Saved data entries

- - -

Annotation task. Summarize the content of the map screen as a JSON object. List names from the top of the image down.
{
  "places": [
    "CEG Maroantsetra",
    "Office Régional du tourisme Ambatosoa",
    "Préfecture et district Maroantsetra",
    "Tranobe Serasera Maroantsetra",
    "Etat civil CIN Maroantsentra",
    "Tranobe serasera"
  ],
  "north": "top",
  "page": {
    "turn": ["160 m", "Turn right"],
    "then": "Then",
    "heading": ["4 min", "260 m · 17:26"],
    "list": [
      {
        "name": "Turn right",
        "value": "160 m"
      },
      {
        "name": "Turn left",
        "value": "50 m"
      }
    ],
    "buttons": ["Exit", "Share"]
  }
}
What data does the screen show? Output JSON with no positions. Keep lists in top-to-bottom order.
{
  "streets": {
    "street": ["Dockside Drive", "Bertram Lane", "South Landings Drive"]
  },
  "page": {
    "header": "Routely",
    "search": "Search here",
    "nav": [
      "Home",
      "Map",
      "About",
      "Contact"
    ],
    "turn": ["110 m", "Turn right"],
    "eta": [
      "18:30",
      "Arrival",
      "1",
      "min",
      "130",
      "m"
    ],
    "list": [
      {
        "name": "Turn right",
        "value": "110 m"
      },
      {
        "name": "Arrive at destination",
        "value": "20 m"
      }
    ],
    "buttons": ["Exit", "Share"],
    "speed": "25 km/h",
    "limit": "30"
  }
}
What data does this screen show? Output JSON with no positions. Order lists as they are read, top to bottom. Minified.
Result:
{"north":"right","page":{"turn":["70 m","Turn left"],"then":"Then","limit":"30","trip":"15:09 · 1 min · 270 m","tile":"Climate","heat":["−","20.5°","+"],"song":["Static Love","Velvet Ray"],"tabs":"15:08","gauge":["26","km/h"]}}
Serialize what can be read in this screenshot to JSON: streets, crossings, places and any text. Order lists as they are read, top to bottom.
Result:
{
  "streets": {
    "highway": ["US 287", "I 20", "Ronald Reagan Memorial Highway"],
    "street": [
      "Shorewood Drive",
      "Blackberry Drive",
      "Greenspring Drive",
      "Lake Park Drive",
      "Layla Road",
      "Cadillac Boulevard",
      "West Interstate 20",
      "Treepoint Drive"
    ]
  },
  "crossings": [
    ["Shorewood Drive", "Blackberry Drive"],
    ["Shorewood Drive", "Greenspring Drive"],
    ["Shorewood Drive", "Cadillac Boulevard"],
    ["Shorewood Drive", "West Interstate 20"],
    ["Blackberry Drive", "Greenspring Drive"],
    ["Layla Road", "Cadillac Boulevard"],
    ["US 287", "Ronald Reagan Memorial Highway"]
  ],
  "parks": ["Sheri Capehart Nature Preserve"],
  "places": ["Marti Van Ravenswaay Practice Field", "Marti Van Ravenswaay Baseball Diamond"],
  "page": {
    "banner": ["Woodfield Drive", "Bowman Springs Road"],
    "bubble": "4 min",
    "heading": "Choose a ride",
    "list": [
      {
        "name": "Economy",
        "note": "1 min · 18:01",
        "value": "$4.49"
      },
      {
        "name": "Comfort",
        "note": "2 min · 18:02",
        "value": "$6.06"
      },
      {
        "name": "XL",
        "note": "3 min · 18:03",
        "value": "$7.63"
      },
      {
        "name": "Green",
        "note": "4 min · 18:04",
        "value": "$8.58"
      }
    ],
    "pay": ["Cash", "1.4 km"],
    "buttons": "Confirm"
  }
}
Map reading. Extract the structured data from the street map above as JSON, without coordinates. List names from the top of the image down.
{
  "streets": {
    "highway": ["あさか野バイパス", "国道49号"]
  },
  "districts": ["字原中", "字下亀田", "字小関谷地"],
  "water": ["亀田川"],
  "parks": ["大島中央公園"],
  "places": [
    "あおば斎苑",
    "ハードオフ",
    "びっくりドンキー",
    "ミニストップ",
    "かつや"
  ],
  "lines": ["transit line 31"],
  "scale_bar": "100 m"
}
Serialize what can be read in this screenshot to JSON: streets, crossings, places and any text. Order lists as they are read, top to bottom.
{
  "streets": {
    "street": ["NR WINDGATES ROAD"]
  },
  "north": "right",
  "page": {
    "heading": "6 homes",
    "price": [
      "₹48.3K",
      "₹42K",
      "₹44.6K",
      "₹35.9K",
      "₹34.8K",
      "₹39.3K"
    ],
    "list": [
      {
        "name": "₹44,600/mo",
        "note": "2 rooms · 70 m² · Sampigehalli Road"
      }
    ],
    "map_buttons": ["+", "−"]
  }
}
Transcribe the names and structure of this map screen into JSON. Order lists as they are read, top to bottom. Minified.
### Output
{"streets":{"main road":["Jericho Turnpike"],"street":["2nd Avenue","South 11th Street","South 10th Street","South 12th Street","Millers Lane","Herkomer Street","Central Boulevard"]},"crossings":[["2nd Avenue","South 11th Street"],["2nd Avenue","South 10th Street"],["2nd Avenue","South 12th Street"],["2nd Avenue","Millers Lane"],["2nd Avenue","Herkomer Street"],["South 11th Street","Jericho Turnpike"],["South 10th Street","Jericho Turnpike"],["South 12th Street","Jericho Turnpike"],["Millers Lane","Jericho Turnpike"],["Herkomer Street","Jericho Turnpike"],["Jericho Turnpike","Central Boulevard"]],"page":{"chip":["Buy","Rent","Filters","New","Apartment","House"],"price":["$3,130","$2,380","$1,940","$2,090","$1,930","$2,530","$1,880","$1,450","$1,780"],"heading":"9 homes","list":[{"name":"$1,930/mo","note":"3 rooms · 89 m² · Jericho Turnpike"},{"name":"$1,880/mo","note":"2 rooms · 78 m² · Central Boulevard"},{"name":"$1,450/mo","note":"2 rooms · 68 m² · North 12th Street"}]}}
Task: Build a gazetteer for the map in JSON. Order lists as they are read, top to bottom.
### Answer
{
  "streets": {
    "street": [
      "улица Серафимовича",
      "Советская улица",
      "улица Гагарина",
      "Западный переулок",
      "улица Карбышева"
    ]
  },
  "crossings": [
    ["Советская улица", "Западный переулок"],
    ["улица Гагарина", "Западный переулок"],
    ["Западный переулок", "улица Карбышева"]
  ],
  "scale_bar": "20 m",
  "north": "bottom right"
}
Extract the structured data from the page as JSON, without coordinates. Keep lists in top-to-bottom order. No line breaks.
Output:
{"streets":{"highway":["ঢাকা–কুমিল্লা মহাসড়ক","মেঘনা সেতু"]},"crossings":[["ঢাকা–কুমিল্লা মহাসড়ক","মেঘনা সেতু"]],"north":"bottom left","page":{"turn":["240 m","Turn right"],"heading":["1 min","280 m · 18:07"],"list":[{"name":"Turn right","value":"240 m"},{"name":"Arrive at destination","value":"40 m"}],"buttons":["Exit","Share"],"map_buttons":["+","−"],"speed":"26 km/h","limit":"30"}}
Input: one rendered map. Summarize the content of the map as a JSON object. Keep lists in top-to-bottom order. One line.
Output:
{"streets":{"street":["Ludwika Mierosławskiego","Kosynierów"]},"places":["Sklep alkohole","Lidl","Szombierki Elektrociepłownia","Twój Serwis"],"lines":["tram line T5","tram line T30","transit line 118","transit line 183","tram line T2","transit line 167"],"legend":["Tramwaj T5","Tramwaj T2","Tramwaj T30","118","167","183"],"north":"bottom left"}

- - -

■ **Goal of the exercise**
Please go through each line of the data and count those that contain the string "Minified"; give that number alone.

■ **Your response**
2